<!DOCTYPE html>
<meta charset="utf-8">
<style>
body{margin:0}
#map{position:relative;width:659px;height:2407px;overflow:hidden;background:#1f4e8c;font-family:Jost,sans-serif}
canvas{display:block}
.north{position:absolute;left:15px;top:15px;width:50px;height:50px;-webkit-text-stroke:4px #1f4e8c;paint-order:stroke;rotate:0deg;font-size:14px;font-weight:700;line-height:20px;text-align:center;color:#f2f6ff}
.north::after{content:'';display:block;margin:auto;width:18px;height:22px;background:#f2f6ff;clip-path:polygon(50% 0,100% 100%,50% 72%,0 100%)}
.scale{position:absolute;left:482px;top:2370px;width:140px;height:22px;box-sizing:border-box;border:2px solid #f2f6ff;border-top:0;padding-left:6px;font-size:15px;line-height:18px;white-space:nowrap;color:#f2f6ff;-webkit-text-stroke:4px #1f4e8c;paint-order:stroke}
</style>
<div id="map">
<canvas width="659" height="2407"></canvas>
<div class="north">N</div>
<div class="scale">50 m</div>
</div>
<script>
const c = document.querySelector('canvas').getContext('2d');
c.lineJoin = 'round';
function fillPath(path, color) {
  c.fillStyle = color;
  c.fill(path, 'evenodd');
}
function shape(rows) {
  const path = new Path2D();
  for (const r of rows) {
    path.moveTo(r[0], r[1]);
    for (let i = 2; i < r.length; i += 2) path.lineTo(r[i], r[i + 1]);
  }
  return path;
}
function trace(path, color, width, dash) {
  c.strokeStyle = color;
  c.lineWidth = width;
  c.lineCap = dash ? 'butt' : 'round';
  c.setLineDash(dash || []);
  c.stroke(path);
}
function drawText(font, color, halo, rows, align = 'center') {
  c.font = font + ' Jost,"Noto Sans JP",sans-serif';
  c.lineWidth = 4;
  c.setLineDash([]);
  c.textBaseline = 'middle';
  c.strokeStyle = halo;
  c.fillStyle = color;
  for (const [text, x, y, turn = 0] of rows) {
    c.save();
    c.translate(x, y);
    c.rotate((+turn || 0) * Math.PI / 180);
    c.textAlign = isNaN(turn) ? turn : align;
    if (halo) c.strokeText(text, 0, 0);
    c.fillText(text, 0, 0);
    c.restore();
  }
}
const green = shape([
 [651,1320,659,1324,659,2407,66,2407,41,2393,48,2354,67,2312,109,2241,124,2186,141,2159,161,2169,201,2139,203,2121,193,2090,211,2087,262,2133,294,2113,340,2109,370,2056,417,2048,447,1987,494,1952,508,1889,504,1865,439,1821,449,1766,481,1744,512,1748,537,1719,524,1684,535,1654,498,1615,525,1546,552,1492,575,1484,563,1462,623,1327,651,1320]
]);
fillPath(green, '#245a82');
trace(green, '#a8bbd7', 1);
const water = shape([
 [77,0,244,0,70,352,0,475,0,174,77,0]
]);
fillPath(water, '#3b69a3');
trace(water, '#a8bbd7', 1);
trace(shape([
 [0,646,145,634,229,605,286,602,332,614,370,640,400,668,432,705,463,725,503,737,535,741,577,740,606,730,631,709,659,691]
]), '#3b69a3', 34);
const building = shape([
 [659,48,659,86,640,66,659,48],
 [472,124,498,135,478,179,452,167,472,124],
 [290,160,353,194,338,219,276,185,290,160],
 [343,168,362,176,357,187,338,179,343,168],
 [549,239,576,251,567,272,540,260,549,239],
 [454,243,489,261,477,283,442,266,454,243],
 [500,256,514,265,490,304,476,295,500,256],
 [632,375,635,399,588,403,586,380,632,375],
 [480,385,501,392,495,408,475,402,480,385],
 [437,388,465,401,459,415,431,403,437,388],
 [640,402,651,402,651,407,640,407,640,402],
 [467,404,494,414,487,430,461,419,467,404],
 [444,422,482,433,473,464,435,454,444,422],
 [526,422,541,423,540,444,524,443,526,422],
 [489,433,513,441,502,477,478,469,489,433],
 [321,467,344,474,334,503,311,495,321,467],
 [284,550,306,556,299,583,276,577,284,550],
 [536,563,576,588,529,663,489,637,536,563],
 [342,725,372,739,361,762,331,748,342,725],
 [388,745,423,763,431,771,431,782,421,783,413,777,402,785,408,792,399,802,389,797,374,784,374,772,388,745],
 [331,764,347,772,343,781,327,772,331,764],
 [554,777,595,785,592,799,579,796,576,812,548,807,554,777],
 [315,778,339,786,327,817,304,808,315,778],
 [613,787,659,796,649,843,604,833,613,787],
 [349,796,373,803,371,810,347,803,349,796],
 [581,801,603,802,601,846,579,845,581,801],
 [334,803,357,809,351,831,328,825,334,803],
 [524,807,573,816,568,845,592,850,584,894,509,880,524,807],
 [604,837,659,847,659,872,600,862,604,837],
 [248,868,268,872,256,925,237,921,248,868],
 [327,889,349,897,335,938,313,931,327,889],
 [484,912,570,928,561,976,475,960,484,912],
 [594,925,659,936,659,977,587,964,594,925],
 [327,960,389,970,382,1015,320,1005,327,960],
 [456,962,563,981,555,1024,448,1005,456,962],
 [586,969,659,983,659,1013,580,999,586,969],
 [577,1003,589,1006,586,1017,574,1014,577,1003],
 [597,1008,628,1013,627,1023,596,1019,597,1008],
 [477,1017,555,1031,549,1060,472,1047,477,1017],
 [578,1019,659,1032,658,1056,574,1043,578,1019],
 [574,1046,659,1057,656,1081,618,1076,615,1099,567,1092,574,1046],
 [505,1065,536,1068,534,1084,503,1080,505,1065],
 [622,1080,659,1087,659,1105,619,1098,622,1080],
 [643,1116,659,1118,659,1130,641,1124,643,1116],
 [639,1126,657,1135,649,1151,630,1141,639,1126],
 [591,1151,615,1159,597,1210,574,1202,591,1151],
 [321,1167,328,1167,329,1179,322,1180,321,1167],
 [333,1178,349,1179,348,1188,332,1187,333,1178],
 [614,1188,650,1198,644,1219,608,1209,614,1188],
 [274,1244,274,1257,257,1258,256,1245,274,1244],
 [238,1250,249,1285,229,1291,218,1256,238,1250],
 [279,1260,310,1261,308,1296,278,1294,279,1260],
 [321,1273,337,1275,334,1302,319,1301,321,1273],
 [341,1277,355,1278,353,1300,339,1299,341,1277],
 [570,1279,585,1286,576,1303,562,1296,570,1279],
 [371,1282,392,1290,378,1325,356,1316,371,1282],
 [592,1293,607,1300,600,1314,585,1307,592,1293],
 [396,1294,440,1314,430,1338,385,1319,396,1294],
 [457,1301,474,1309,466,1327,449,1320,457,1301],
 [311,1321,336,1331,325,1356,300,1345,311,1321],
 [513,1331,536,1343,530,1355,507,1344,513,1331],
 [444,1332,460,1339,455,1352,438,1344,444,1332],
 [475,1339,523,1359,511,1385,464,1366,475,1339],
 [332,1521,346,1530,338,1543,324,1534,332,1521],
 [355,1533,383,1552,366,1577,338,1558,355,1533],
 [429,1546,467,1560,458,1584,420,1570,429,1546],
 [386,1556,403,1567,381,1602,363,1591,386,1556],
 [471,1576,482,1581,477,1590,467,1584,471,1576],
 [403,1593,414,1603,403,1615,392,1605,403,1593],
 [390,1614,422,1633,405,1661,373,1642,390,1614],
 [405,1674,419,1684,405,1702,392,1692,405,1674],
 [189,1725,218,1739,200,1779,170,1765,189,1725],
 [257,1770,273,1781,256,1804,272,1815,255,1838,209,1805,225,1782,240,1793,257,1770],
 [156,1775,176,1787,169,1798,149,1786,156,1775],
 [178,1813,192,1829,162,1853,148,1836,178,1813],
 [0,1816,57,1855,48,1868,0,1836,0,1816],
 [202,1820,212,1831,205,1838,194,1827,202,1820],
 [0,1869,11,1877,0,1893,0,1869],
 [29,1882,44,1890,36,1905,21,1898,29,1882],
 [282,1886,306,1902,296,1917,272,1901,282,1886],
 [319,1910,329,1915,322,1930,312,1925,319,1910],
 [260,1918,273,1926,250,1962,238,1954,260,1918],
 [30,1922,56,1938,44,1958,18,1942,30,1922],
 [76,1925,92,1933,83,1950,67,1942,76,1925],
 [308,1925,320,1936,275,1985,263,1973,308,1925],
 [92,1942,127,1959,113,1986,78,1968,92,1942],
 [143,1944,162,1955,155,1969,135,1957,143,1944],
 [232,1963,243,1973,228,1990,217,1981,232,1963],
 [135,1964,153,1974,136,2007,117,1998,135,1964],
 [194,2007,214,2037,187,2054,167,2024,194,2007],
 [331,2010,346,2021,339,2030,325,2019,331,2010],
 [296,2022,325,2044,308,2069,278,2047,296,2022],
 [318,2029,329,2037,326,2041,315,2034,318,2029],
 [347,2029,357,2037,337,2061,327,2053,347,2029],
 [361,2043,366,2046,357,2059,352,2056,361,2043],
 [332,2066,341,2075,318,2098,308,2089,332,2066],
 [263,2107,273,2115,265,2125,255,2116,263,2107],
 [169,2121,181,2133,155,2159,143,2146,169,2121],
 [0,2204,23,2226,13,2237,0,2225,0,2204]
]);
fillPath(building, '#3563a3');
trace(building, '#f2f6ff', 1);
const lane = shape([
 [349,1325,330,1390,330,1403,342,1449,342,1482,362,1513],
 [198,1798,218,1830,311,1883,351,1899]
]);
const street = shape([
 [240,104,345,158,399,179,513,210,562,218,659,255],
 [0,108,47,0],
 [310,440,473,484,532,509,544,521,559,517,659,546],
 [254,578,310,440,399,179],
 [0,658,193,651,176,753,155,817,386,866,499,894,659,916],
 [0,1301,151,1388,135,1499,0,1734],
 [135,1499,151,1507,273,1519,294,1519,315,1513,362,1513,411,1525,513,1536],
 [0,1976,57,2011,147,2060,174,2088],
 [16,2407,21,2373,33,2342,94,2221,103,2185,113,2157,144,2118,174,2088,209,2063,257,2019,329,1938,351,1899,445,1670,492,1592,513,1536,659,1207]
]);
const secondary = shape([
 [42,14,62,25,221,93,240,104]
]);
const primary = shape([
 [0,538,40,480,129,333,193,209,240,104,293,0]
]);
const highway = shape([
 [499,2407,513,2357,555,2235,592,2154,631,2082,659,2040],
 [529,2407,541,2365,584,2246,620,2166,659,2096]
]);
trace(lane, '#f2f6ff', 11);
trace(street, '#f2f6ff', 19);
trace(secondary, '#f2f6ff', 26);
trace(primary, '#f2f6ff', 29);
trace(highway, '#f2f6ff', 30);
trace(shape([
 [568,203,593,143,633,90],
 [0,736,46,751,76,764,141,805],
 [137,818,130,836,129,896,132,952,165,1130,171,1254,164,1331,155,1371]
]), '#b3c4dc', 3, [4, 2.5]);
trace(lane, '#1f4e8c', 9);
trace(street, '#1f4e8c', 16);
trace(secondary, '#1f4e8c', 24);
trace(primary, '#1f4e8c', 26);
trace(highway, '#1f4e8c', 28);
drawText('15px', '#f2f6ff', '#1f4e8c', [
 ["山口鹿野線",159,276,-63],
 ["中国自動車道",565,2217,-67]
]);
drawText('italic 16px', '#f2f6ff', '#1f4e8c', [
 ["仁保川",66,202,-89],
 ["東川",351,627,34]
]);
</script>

ASSIGNED TASK: What lines in the data above carry "center"? Return them all.

RESPONSE AREA:
.north{position:absolute;left:15px;top:15px;width:50px;height:50px;-webkit-text-stroke:4px #1f4e8c;paint-order:stroke;rotate:0deg;font-size:14px;font-weight:700;line-height:20px;text-align:center;color:#f2f6ff}
function drawText(font, color, halo, rows, align = 'center') {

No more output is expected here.